Section 03, salle 121, tout au fond du couloir.

Markus.

*

La botte de Hopk’ins claqua avec un bruit sourd contre le béton. L’écho lourd d’un martèlement répété, compulsif, celui d’une épaisse semelle de cuir qui s’abat sur le sol. Markus se retint de jeter un coup d'œil à son collègue pour se concentrer sur le corridor vide.

De retour à son poste, bien droit devant la porte de la salle 121, il avait retrouvé Hopk’ins agité ; il trépignait le dos au mur, la mâchoire crispée, marmonnant désormais entre ses dents des choses incompréhensibles que Markus ne discernait pas. Pas qu’il n’ait souhaité les entendre cela dit.

Le bout de la chaussure de Hopk’ins s’écrasa de nouveau avec violence sur le sol. De grandes bottes noires, cachées par le pantalon de costume anthracite identique à celui de Markus. Elles étaient l’option professionnelle la plus proche de ce que portait Hopk’ins en dehors du travail. Une semelle compacte crantée, un cuir mat usé. Les lacets très serrés et noués à double tour avaient été rentrés à l’intérieur des chaussures.

Markus se retint de faire la moindre remarque, en dépit du bruit agaçant. Un mot de travers et les chuchotements anxieux se transformeraient en crise.

Il préféra ignorer les états d’âme de son collègue en scrutant de ses yeux clairs les murs mats du corridor. Une couleur sombre, qui aurait su être agréable si la lumière n’avait pas été si abrupte.

A côté de lui, Hopk’ins remua davantage. Cette fois, Markus ne sut l’ignorer et il lui jeta un rapide regard en biais.

Ses mains affairées dans les poches de son pantalon, Hopk’ins avait les yeux instables. D’un geste nerveux, il ne parvenait pas à se dépêtrer des pans ajustés de sa veste de costume.

— Merde, j’ai besoin d’une clope, l’entendit-il enfin maugréer alors qu’il continuait de fouiller.

— C’est interdit dans le bâtiment, se permit de rappeler Markus.

Son ton morne, il avait détourné les yeux de son collègue pour éviter que leurs regards ne se croisent. Une connerie suffit, songeait-il.

Il sentit malgré tout l’autre le fusiller du regard.

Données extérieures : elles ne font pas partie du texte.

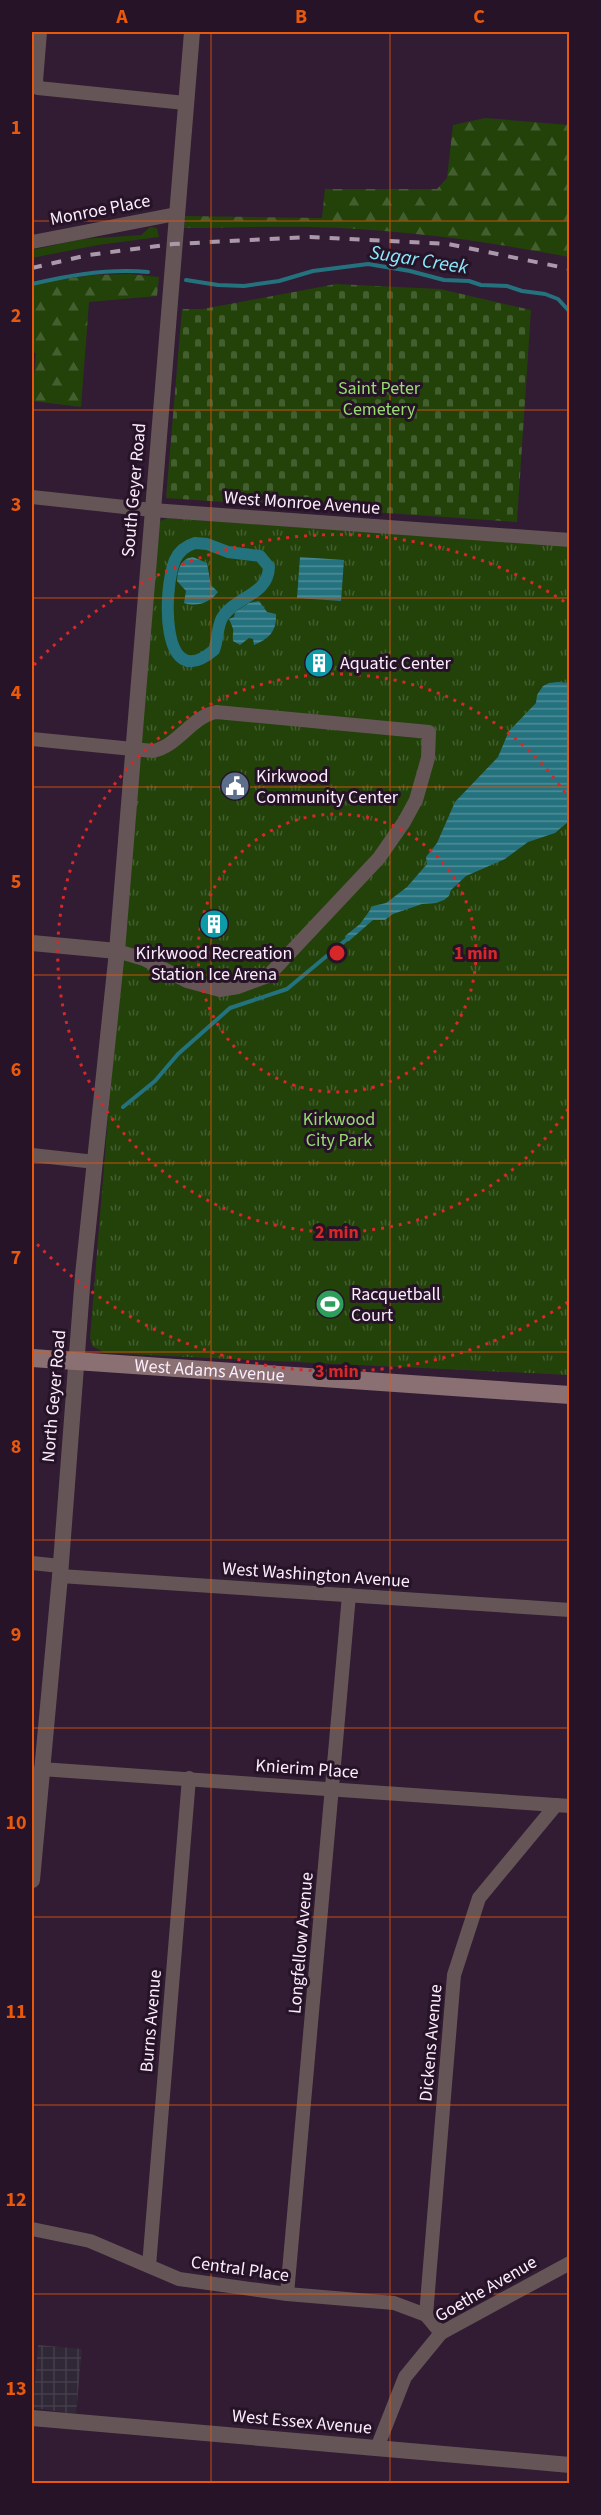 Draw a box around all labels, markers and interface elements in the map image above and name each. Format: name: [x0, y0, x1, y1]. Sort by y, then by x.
text: A: [115, 3, 128, 31]
text: B: [295, 3, 307, 31]
text: C: [473, 3, 485, 31]
text: 1: [11, 114, 21, 142]
street label: Monroe Place: [48, 188, 152, 232]
water label: Sugar Creek: [368, 238, 471, 282]
text: 2: [11, 302, 21, 330]
park label: Saint Peter Cemetery: [338, 376, 421, 422]
street label: South Geyer Road: [116, 422, 152, 558]
street label: West Monroe Avenue: [223, 485, 381, 521]
text: 3: [11, 491, 21, 519]
building icon: Aquatic Center: [303, 647, 335, 679]
place label: Aquatic Center: [340, 651, 452, 676]
text: 4: [11, 679, 22, 707]
place label: Kirkwood Community Center: [256, 764, 399, 810]
public building icon: Kirkwood Community Center: [219, 770, 251, 802]
text: 5: [11, 868, 21, 896]
building icon: Kirkwood Recreation Station Ice Arena: [198, 908, 230, 940]
place label: Kirkwood Recreation Station Ice Arena: [136, 941, 292, 987]
text: 1 min: [454, 941, 498, 966]
centre of rings: [327, 943, 347, 963]
text: 6: [11, 1056, 21, 1084]
park label: Kirkwood City Park: [303, 1107, 375, 1153]
text: 2 min: [315, 1220, 359, 1245]
text: 7: [11, 1244, 21, 1272]
place label: Racquetball Court: [351, 1282, 441, 1328]
sports icon: Racquetball Court: [314, 1288, 346, 1320]
street label: North Geyer Road: [36, 1329, 72, 1463]
street label: West Adams Avenue: [134, 1353, 286, 1388]
text: 3 min: [315, 1359, 359, 1384]
text: 8: [11, 1433, 21, 1461]
street label: West Washington Avenue: [221, 1556, 411, 1594]
text: 9: [11, 1621, 21, 1649]
street label: Knierim Place: [255, 1753, 360, 1785]
text: 10: [5, 1809, 27, 1837]
street label: Longfellow Avenue: [282, 1871, 320, 2015]
street label: Burns Avenue: [134, 1968, 168, 2073]
street label: Dickens Avenue: [413, 1983, 449, 2103]
text: 11: [5, 1998, 27, 2026]
text: 12: [5, 2186, 27, 2214]
street label: Central Place: [189, 2250, 291, 2288]
street label: Goethe Avenue: [431, 2250, 541, 2328]
text: 13: [5, 2375, 27, 2403]
street label: West Essex Avenue: [231, 2403, 373, 2441] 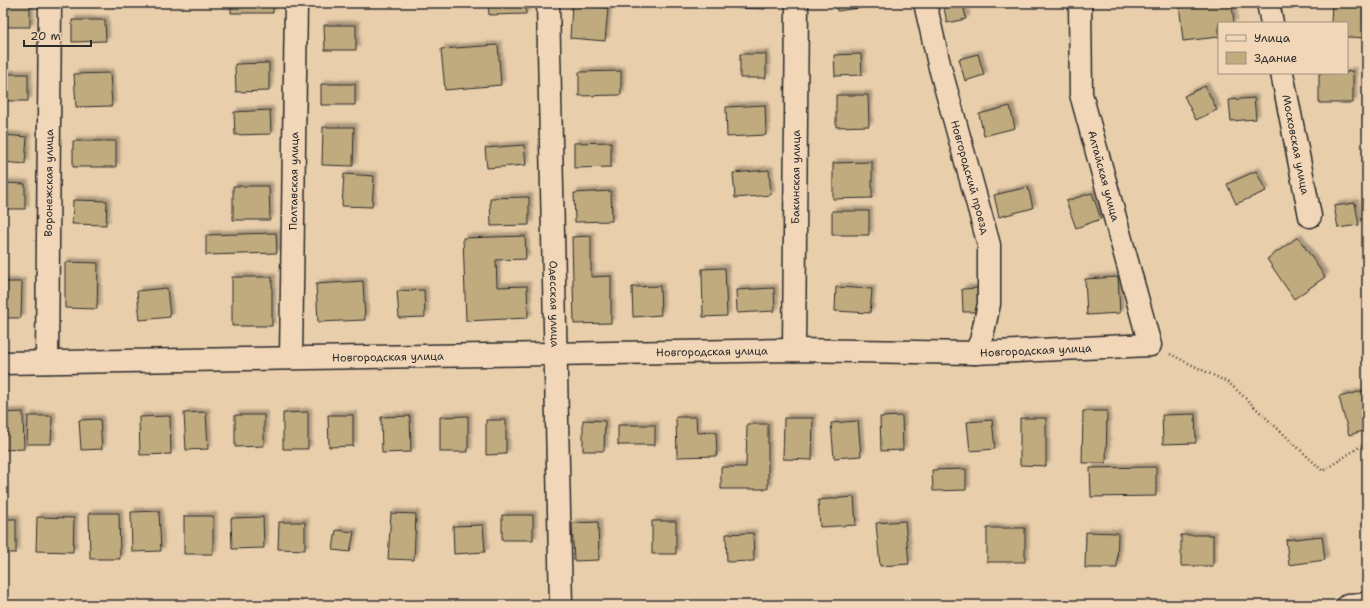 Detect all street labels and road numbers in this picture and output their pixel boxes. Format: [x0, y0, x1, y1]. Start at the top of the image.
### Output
street label: Московская улица [1278, 93, 1313, 196]
street label: Новгородский проезд [947, 119, 993, 236]
street label: Воронежская улица [41, 129, 57, 237]
street label: Алтайская улица [1084, 129, 1123, 223]
street label: Бакинская улица [788, 130, 804, 224]
street label: Полтавская улица [286, 132, 302, 230]
street label: Одесская улица [546, 260, 562, 348]
street label: Новгородская улица [980, 341, 1092, 361]
street label: Новгородская улица [656, 343, 768, 360]
street label: Новгородская улица [332, 349, 444, 366] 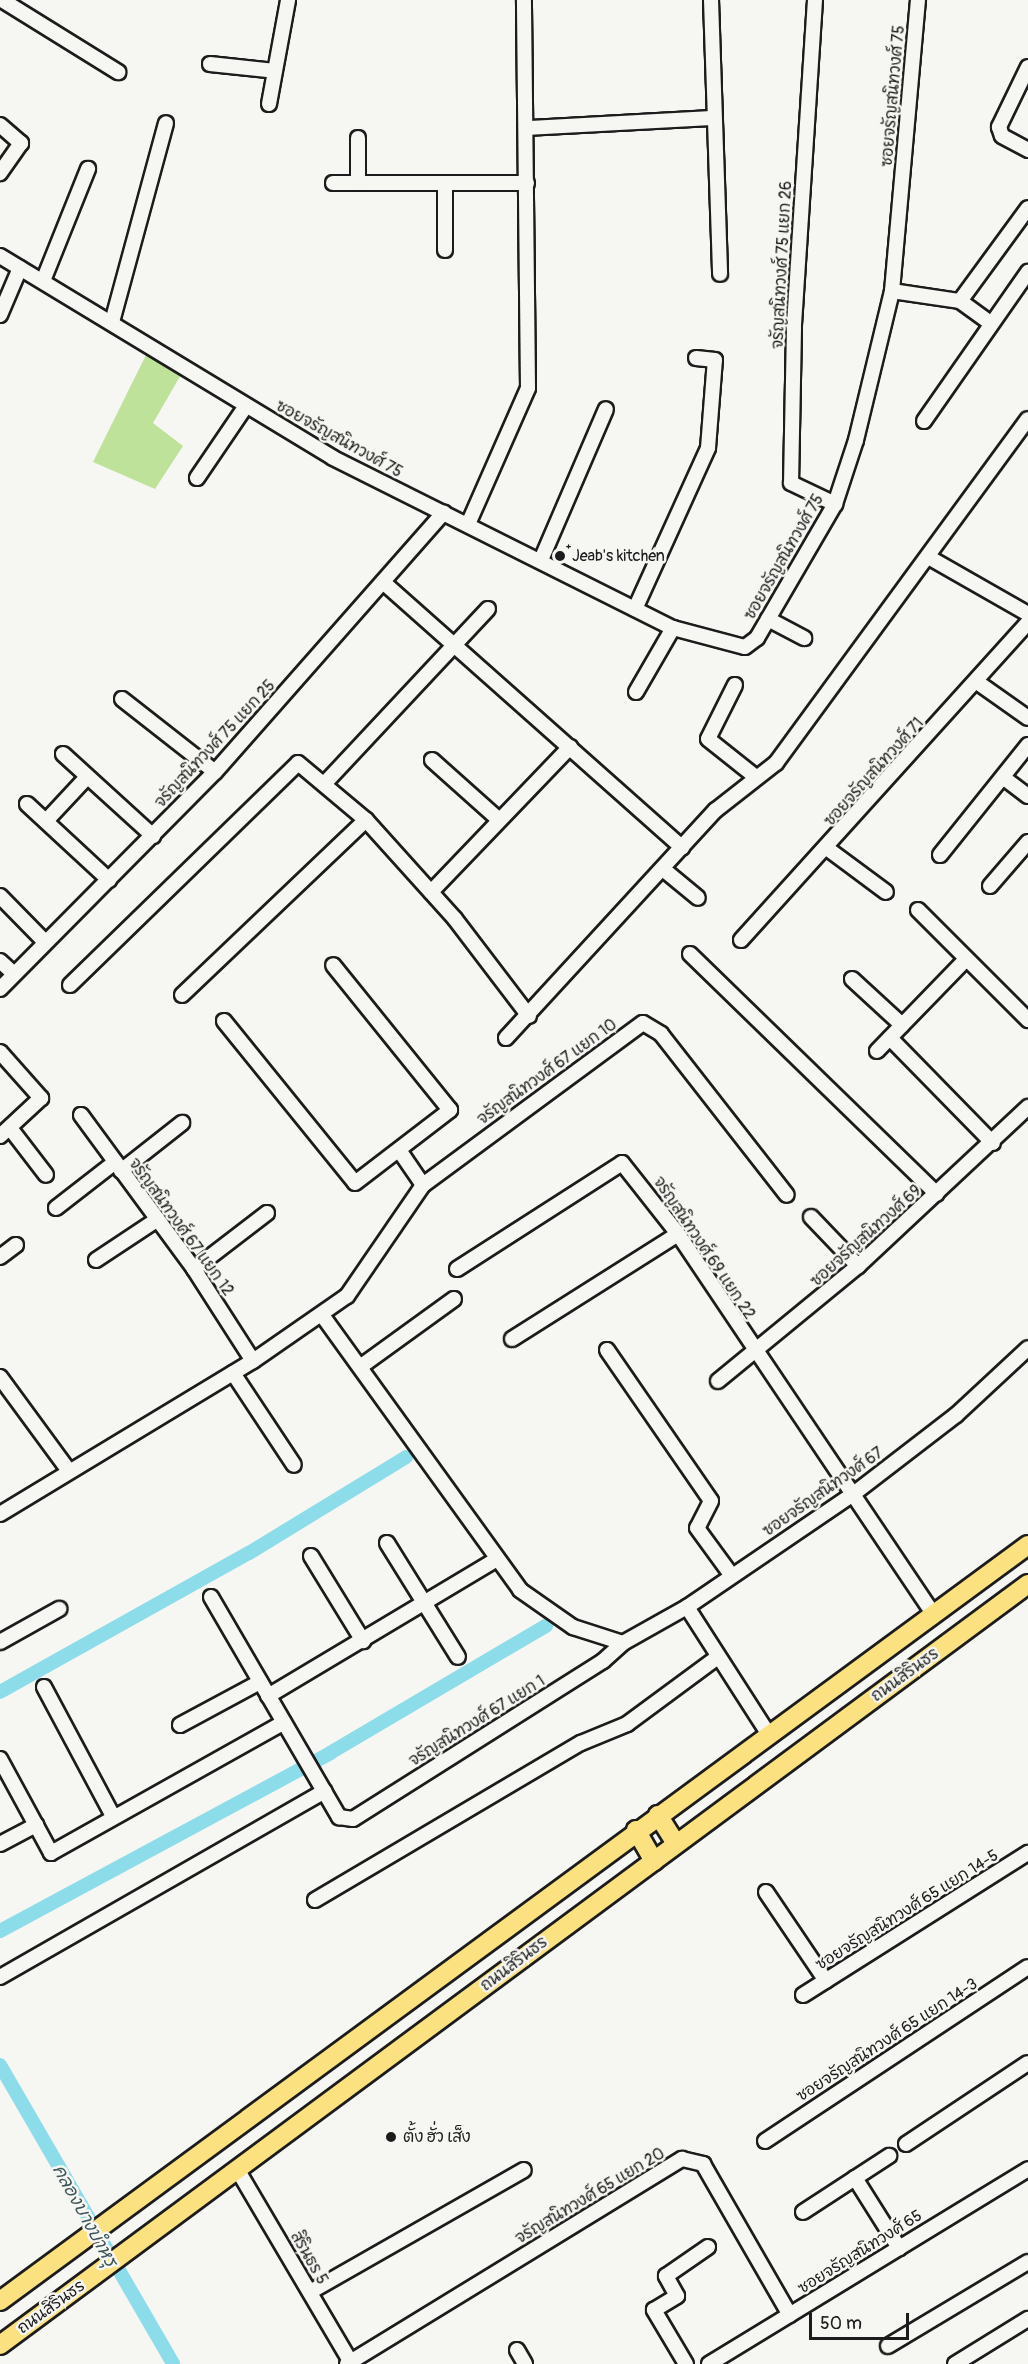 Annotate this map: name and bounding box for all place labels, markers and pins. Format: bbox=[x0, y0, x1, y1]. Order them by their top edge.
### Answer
place label: ๋Jeab's kitchen bbox=[572, 546, 665, 566]
marker: ๋Jeab's kitchen bbox=[553, 549, 567, 563]
place label: ตั้ง ฮั่ว เส็ง bbox=[403, 2127, 471, 2147]
marker: ตั้ง ฮั่ว เส็ง bbox=[384, 2130, 398, 2144]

— Rien à foutre, rétorqua Hopk’ins.

Il retourna à ses poches. Markus osa un autre coup d'œil ; Hopk’ins avait coincé son briquet entre ses dents, toujours affairé à la recherche de ses cigarettes. Sur ses cestes, les mitaines métalliques qu’il portait aux poings, quelques tâches de sang du jeune garçon blond.

Markus soupira.

— Il y a des détecteurs.

Hopk’ins s’interrompit pour jurer entre ses dents. Son briquet retrouva sa main et il l’observa quelques instants, comme en pesant le pour et le contre. Finalement, il souffla un grand coup et se résigna à ranger le petit objet dans sa poche.

— Même pas moyen de fumer un coup, fais chier.

Je croyais que tu avais arrêté.

Markus garda sa remarque pour lui. De nouveau, un lourd silence entre eux, rythmé du seul battement névrosé de la botte de Hopk’ins sur le sol.

De l’autre côté du mur, les voix s’étaient faites suffisamment basses pour que Markus n’en distingue pas un mot. Il tendit l’oreille davantage, dans l’espoir de deviner plus qu’un murmure à travers la paroi épaisse de béton armé. Sans succès.

Pas qu’écouter aux portes n’ait été dans ses habitudes, bien sûr. Mais l’on pouvait apprendre de nombreuses choses en se montrant indiscret. Déformation professionnelle, pensa-t-il pour se dédouaner.

La voix rauque de Hopk’ins le tira de sa concentration :

— Merci d’avoir omis les détails, pour le gamin.

Markus ne lui offrit qu’un bref coup d'œil avant de fuir le regard brûlant posé sur lui. Son collègue semblait incapable de faire quoi que ce soit sans grande émotion. Incommodé, il se concentra sur le couloir vide devant lui avant de hausser les épaules.

— Ce n’est rien.

Pas un mot de plus.

Quelques minutes plus tard seulement, la quiétude fut brisée d’un déclic métallique et la porte automatique entre eux s’ouvrit avec un bruit sec.

Hopk’ins cessa brutalement de taper du pied.

— … suis sûre que tu y arriveras, mon cher, conclut la femme.

— Je ferai de mon mieux, madame, répondit humblement son interlocuteur.

Elle sortit la première. Le claquement soudain du bois rouge verni de ses grandes sandales sur le sol dur fit tressaillir Hopk’ins.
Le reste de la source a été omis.